* Required action:
Word for word, transcribe the data below.

(Stored data)
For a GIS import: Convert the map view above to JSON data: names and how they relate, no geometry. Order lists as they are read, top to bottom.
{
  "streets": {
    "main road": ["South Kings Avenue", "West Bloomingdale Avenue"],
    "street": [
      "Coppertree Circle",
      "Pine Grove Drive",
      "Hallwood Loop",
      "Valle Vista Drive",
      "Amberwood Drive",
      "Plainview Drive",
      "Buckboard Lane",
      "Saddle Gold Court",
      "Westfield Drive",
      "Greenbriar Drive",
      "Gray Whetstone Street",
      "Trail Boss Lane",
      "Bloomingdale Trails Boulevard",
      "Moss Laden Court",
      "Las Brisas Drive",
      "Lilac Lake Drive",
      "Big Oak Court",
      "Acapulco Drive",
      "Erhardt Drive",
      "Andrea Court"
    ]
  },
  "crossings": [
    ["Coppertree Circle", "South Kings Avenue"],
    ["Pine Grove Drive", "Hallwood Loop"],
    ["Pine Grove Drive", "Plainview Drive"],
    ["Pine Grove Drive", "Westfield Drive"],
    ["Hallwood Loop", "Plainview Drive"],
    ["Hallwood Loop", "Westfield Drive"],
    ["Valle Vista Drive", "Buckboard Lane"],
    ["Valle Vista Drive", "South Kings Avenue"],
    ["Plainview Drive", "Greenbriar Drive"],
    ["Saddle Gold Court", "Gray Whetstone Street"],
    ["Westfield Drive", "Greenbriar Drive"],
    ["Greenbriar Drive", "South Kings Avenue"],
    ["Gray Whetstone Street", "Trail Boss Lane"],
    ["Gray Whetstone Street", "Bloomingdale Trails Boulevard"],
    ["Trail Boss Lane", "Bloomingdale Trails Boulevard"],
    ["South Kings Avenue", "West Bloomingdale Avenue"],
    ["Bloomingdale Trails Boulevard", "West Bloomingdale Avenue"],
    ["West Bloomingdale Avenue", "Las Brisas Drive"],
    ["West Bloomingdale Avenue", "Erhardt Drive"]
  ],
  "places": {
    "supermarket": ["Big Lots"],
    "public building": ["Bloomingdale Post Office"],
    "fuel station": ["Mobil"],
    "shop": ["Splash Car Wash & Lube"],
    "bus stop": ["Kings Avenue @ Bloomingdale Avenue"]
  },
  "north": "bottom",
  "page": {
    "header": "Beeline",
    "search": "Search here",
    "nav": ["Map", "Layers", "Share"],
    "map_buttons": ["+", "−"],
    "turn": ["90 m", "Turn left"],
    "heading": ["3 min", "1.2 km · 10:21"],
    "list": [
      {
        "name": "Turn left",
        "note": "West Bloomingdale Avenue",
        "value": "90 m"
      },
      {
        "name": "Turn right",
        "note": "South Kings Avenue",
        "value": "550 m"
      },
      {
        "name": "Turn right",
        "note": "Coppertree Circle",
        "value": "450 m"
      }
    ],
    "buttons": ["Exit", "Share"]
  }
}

* Response:
For a GIS import: Convert the map view above to JSON data: names and how they relate, no geometry. Order lists as they are read, top to bottom.
{
  "streets": {
    "main road": ["South Kings Avenue", "West Bloomingdale Avenue"],
    "street": [
      "Coppertree Circle",
      "Pine Grove Drive",
      "Hallwood Loop",
      "Valle Vista Drive",
      "Amberwood Drive",
      "Plainview Drive",
      "Buckboard Lane",
      "Saddle Gold Court",
      "Westfield Drive",
      "Greenbriar Drive",
      "Gray Whetstone Street",
      "Trail Boss Lane",
      "Bloomingdale Trails Boulevard",
      "Moss Laden Court",
      "Las Brisas Drive",
      "Lilac Lake Drive",
      "Big Oak Court",
      "Acapulco Drive",
      "Erhardt Drive",
      "Andrea Court"
    ]
  },
  "crossings": [
    ["Coppertree Circle", "South Kings Avenue"],
    ["Pine Grove Drive", "Hallwood Loop"],
    ["Pine Grove Drive", "Plainview Drive"],
    ["Pine Grove Drive", "Westfield Drive"],
    ["Hallwood Loop", "Plainview Drive"],
    ["Hallwood Loop", "Westfield Drive"],
    ["Valle Vista Drive", "Buckboard Lane"],
    ["Valle Vista Drive", "South Kings Avenue"],
    ["Plainview Drive", "Greenbriar Drive"],
    ["Saddle Gold Court", "Gray Whetstone Street"],
    ["Westfield Drive", "Greenbriar Drive"],
    ["Greenbriar Drive", "South Kings Avenue"],
    ["Gray Whetstone Street", "Trail Boss Lane"],
    ["Gray Whetstone Street", "Bloomingdale Trails Boulevard"],
    ["Trail Boss Lane", "Bloomingdale Trails Boulevard"],
    ["South Kings Avenue", "West Bloomingdale Avenue"],
    ["Bloomingdale Trails Boulevard", "West Bloomingdale Avenue"],
    ["West Bloomingdale Avenue", "Las Brisas Drive"],
    ["West Bloomingdale Avenue", "Erhardt Drive"]
  ],
  "places": {
    "supermarket": ["Big Lots"],
    "public building": ["Bloomingdale Post Office"],
    "fuel station": ["Mobil"],
    "shop": ["Splash Car Wash & Lube"],
    "bus stop": ["Kings Avenue @ Bloomingdale Avenue"]
  },
  "north": "bottom",
  "page": {
    "header": "Beeline",
    "search": "Search here",
    "nav": ["Map", "Layers", "Share"],
    "map_buttons": ["+", "−"],
    "turn": ["90 m", "Turn left"],
    "heading": ["3 min", "1.2 km · 10:21"],
    "list": [
      {
        "name": "Turn left",
        "note": "West Bloomingdale Avenue",
        "value": "90 m"
      },
      {
        "name": "Turn right",
        "note": "South Kings Avenue",
        "value": "550 m"
      },
      {
        "name": "Turn right",
        "note": "Coppertree Circle",
        "value": "450 m"
      }
    ],
    "buttons": ["Exit", "Share"]
  }
}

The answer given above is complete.